En muchas ocasiones, lo pequeño es más grande de lo que parecería a primera vista, las acciones más desinteresadas e inadvertidas, especialmente en épocas de crisis, pueden tener efectos impresionantes, sobrecogedores y vitales.
El sismo que recientemente sacudió (y aún sacude) nuestra capital ha puesto en acción a quienes la habitamos, y nos ha llevado a las calles, a ayudar a amigos, vecinos, e incluso a perfectos desconocidos. La sacudida —una que tocó lo contundente, lo material, pero también lo más íntimo de nosotros— nos ha dejado con unas ganas enormes de dar, un sentimiento tan valioso como necesario. Pero, ¿qué podemos hacer para que nuestra ciudad, poco a poco, sane?

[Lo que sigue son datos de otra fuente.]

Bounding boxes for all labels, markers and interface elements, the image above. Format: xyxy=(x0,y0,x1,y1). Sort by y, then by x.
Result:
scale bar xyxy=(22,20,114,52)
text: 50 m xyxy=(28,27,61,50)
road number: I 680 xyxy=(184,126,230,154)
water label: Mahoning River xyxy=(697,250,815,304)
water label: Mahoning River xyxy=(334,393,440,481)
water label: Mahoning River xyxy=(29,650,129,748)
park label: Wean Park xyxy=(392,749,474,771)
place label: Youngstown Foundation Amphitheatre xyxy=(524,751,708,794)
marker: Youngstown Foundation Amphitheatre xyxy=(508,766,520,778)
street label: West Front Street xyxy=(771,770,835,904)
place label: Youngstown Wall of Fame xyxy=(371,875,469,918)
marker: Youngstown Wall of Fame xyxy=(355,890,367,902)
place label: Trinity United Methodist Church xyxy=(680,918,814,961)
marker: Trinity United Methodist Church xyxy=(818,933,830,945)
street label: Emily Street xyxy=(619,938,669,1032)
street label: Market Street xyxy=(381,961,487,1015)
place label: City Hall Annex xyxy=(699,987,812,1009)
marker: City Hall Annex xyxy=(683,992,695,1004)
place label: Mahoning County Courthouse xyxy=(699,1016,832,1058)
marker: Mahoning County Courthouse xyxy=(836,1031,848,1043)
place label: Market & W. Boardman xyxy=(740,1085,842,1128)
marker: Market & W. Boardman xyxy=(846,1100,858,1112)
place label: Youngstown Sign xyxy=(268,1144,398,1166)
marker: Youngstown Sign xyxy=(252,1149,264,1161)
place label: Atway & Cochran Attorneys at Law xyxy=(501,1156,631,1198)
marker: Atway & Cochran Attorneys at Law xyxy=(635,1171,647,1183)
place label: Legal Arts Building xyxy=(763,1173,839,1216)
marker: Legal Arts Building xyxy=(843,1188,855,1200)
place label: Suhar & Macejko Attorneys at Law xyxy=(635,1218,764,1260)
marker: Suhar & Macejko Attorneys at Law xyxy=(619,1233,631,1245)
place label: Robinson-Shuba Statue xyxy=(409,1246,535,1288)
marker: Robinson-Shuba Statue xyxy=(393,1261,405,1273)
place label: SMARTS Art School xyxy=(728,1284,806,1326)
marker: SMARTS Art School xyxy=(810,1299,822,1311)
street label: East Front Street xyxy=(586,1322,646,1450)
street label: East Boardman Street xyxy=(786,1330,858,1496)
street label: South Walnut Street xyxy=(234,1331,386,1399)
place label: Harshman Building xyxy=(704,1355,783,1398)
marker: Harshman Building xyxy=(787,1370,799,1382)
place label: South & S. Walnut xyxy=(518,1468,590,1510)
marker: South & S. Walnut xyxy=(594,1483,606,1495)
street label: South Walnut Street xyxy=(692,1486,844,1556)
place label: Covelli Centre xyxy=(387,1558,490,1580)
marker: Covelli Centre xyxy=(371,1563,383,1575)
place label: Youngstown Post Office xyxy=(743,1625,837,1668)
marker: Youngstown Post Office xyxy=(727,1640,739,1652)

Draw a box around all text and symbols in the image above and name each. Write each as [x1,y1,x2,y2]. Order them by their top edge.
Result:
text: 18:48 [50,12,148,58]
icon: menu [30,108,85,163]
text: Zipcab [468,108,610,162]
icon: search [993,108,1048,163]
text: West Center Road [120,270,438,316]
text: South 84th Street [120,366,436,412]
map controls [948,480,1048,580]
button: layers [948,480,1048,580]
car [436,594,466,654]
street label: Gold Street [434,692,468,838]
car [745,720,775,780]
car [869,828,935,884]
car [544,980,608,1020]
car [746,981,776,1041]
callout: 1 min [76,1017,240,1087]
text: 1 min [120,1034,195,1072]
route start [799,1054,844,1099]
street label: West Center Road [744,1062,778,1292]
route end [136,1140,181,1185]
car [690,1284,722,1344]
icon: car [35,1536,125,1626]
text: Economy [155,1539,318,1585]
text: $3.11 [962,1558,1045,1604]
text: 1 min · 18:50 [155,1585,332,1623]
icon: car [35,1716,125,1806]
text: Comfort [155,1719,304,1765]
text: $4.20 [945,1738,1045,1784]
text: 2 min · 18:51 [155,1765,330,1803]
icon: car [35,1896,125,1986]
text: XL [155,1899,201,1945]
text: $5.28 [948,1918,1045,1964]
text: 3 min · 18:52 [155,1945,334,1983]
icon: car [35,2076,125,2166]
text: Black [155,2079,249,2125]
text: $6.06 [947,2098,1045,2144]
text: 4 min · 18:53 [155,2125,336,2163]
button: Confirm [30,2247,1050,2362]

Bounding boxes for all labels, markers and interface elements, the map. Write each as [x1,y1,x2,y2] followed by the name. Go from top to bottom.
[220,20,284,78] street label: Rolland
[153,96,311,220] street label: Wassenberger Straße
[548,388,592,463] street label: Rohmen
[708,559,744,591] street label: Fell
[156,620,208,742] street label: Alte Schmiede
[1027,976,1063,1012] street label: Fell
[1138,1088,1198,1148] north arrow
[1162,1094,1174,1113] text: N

En una época en la que la individualidad se privilegia al punto del narcisismo, es necesario rescatar las relaciones directas, cercanas y, sobre todo, nuestro sentido de comunidad (uno de los preciosos recordatorios que nos dejó la sacudida). La diferencia entre comprar en la pequeña tienda de la esquina, atendida por una persona cuyo rostro vemos todos los días, o hacerlo en una de las grandes cadenas es la diferencia entre acercarnos con autenticidad a lo que nos rodea, o habitar un mundo de objetos y marcas.
Ya ni siquiera es necesario ir al enorme centro comercial, el restaurante o el supermercado: todo se puede ordenar por teléfono y esperar su entrega en nuestro hogar. ¿Cómodo? Sin duda. ¿Atractivo? No. Ningún contacto con una máquina, por más hermosa que ésta sea, sustituye el contacto con otro ser humano, sobre todo si vemos a ese otro como alguien que comparte el mundo, el país, la ciudad e incluso el barrio con nosotros, alguien que es nuestro igual.
La cohesión de una comunidad, su relativa sanidad, su potencial de supervivencia (en tiempos de desastre y también en tiempos de calma), depende de la calidad de las relaciones entre quienes la componen; es decir, depende del nivel de percepción y conciencia de la otredad. Reconocer en el vecino, en todos y cada uno de los miembros de la comunidad, a un semejante da sentido de identidad, pertenencia y genera la interacción, el respeto y la convivencia.
El aparentemente intrascendente acto de comprar la comida en la tienda de la esquina o cortarnos el pelo en la peluquería del barrio, y sobre todo si se hace una costumbre masiva, es una muy poderosa forma de hilvanar las grietas. El hábito de lo personal y lo sencillo debería quedarse con nosotros aún cuando el desastre haya pasado, además de una bella y casi mágica manera de relacionarnos con el mundo que nos rodea, empezando por lo más cercano y lo más pequeño. Invitamos a que así sea.